Eduardo Guevara

La cineantropometría trabaja una técnica especializada que permite medir el cuerpo humano en movimiento y resulta clave para mejorar el desarrollo de las potencialidades de los deportistas, sobre todo los de alto rendimiento, sostuvo el doctor en Investigación Clínica por la Universidad de Guadalajara, Luis Aarón Quiroga Morales.

Lo ideal es dirigirlos desde su infancia, a partir de indicaciones del antropólogo físico, entrenador, nutriólogo, psicólogo y médico, dijo al participar en el Ciclo de conferencias sobre nutrición aplicada al deporte juvenil, organizado por el Laboratorio de Nutrición y Actividad Física de la Unidad Xochimilco de la Universidad Autónoma Metropolitana (UAM). 

Con ese trabajo multidisciplinario puede hacerse un seguimiento de las capacidades del individuo mediante estudios de crecimiento y maduración durante sus inicios en un entrenamiento y determinar si tiene o no las cualidades necesarias para triunfar en él.

La composición corporal y la cineantropometría representan un campo científico que cobra relevancia al constituirse en una disciplina auxiliar de la nutrición, fisioterapia, biomecánica, fisiología y preparación deportivos.

Además de medir la composición corporal, el biotipo y algunos indicadores de proporcionalidad, la disciplina busca aprovechar un equipo inter y multidisciplinar para potenciar las capacidades del atleta de alto rendimiento.

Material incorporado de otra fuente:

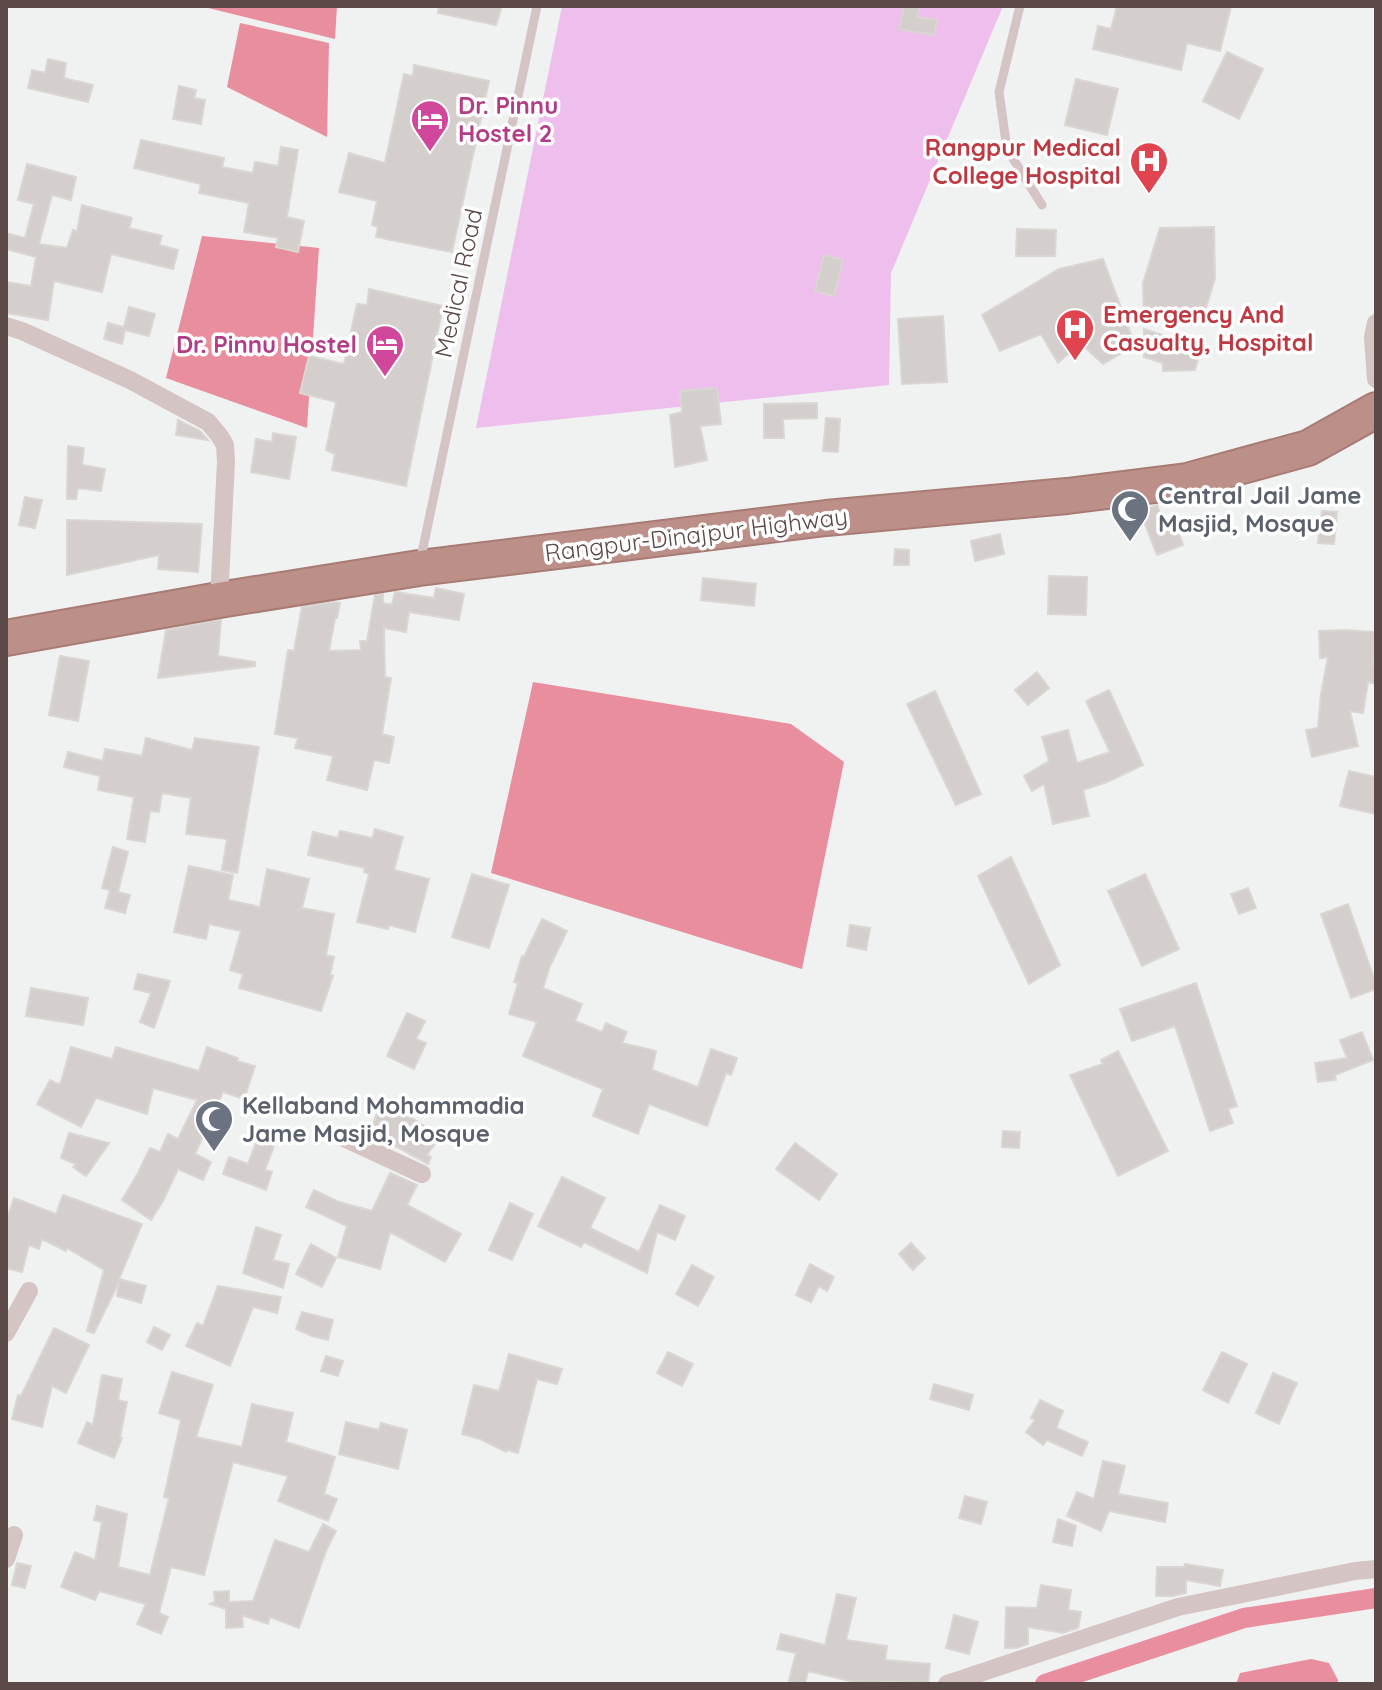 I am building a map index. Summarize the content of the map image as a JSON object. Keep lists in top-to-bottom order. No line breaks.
{"streets":{"highway":["Rangpur-Dinajpur Highway"],"lane":["Medical Road"]},"crossings":[["Medical Road","Rangpur-Dinajpur Highway"]],"places":{"hotel":["Dr. Pinnu Hostel 2","Dr. Pinnu Hostel"],"hospital":["Rangpur Medical College Hospital","Emergency And Casualty, Hospital"],"mosque":["Central Jail Jame Masjid, Mosque","Kellaband Mohammadia Jame Masjid, Mosque"]}}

En ese sentido, la composición corporal contempla algunas variables importantes para la evaluación, incluidos la estructura ósea y los tejidos muscular y adiposo.

Es decir, pueden presentar una composición corporal y una estructura biotípica distinta, tal es el caso de los tenistas Roger Federer, Rafael Nadal, Novak Djokovic y Andy Murray, que durante más de cinco años han estado en los primeros lugares, y de los futbolistas Lionel Messi y Cristiano Ronaldo, con 20 centímetros de diferencia en la estatura y casi 20 kilos de contraste en el peso.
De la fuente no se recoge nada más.